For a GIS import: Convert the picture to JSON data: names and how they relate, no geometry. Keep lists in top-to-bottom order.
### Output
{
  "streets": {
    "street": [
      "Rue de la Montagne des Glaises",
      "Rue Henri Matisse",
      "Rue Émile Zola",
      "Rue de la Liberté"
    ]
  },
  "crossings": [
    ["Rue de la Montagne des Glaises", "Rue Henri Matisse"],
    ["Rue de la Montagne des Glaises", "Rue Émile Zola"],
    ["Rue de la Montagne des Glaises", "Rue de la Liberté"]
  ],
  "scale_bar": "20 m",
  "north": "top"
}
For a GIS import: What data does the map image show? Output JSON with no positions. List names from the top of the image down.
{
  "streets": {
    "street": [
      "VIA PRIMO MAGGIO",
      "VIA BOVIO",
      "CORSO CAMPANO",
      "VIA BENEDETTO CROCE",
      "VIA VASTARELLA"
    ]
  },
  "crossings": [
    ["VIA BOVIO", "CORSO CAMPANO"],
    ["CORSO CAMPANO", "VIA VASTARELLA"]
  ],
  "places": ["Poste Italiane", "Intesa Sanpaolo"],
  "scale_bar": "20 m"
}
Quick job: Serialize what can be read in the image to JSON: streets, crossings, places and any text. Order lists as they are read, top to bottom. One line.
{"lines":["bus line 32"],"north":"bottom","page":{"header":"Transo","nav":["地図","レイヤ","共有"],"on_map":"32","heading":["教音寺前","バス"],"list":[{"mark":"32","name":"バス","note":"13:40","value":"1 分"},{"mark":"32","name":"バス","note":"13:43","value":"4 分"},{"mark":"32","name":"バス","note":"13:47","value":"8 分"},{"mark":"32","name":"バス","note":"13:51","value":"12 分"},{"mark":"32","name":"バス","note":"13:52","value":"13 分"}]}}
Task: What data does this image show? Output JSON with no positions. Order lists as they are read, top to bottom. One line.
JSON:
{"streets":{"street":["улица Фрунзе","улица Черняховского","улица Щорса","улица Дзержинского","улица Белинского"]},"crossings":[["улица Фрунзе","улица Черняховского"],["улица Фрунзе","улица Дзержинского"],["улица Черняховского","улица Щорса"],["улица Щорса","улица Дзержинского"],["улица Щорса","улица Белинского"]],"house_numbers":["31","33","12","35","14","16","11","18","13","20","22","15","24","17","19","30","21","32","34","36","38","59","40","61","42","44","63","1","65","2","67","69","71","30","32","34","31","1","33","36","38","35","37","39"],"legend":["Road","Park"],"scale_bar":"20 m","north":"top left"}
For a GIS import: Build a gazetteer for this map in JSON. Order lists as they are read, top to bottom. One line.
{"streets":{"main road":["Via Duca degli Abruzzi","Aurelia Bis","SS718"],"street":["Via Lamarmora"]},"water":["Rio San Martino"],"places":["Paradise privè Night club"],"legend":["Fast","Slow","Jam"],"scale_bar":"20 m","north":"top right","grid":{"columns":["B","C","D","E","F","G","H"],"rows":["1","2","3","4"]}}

════

=== Your goal ===
Word for word, print the listing above once more.

=== Answer space ===
For a GIS import: Convert the picture to JSON data: names and how they relate, no geometry. Keep lists in top-to-bottom order.
### Output
{
  "streets": {
    "street": [
      "Rue de la Montagne des Glaises",
      "Rue Henri Matisse",
      "Rue Émile Zola",
      "Rue de la Liberté"
    ]
  },
  "crossings": [
    ["Rue de la Montagne des Glaises", "Rue Henri Matisse"],
    ["Rue de la Montagne des Glaises", "Rue Émile Zola"],
    ["Rue de la Montagne des Glaises", "Rue de la Liberté"]
  ],
  "scale_bar": "20 m",
  "north": "top"
}
For a GIS import: What data does the map image show? Output JSON with no positions. List names from the top of the image down.
{
  "streets": {
    "street": [
      "VIA PRIMO MAGGIO",
      "VIA BOVIO",
      "CORSO CAMPANO",
      "VIA BENEDETTO CROCE",
      "VIA VASTARELLA"
    ]
  },
  "crossings": [
    ["VIA BOVIO", "CORSO CAMPANO"],
    ["CORSO CAMPANO", "VIA VASTARELLA"]
  ],
  "places": ["Poste Italiane", "Intesa Sanpaolo"],
  "scale_bar": "20 m"
}
Quick job: Serialize what can be read in the image to JSON: streets, crossings, places and any text. Order lists as they are read, top to bottom. One line.
{"lines":["bus line 32"],"north":"bottom","page":{"header":"Transo","nav":["地図","レイヤ","共有"],"on_map":"32","heading":["教音寺前","バス"],"list":[{"mark":"32","name":"バス","note":"13:40","value":"1 分"},{"mark":"32","name":"バス","note":"13:43","value":"4 分"},{"mark":"32","name":"バス","note":"13:47","value":"8 分"},{"mark":"32","name":"バス","note":"13:51","value":"12 分"},{"mark":"32","name":"バス","note":"13:52","value":"13 分"}]}}
Task: What data does this image show? Output JSON with no positions. Order lists as they are read, top to bottom. One line.
JSON:
{"streets":{"street":["улица Фрунзе","улица Черняховского","улица Щорса","улица Дзержинского","улица Белинского"]},"crossings":[["улица Фрунзе","улица Черняховского"],["улица Фрунзе","улица Дзержинского"],["улица Черняховского","улица Щорса"],["улица Щорса","улица Дзержинского"],["улица Щорса","улица Белинского"]],"house_numbers":["31","33","12","35","14","16","11","18","13","20","22","15","24","17","19","30","21","32","34","36","38","59","40","61","42","44","63","1","65","2","67","69","71","30","32","34","31","1","33","36","38","35","37","39"],"legend":["Road","Park"],"scale_bar":"20 m","north":"top left"}
For a GIS import: Build a gazetteer for this map in JSON. Order lists as they are read, top to bottom. One line.
{"streets":{"main road":["Via Duca degli Abruzzi","Aurelia Bis","SS718"],"street":["Via Lamarmora"]},"water":["Rio San Martino"],"places":["Paradise privè Night club"],"legend":["Fast","Slow","Jam"],"scale_bar":"20 m","north":"top right","grid":{"columns":["B","C","D","E","F","G","H"],"rows":["1","2","3","4"]}}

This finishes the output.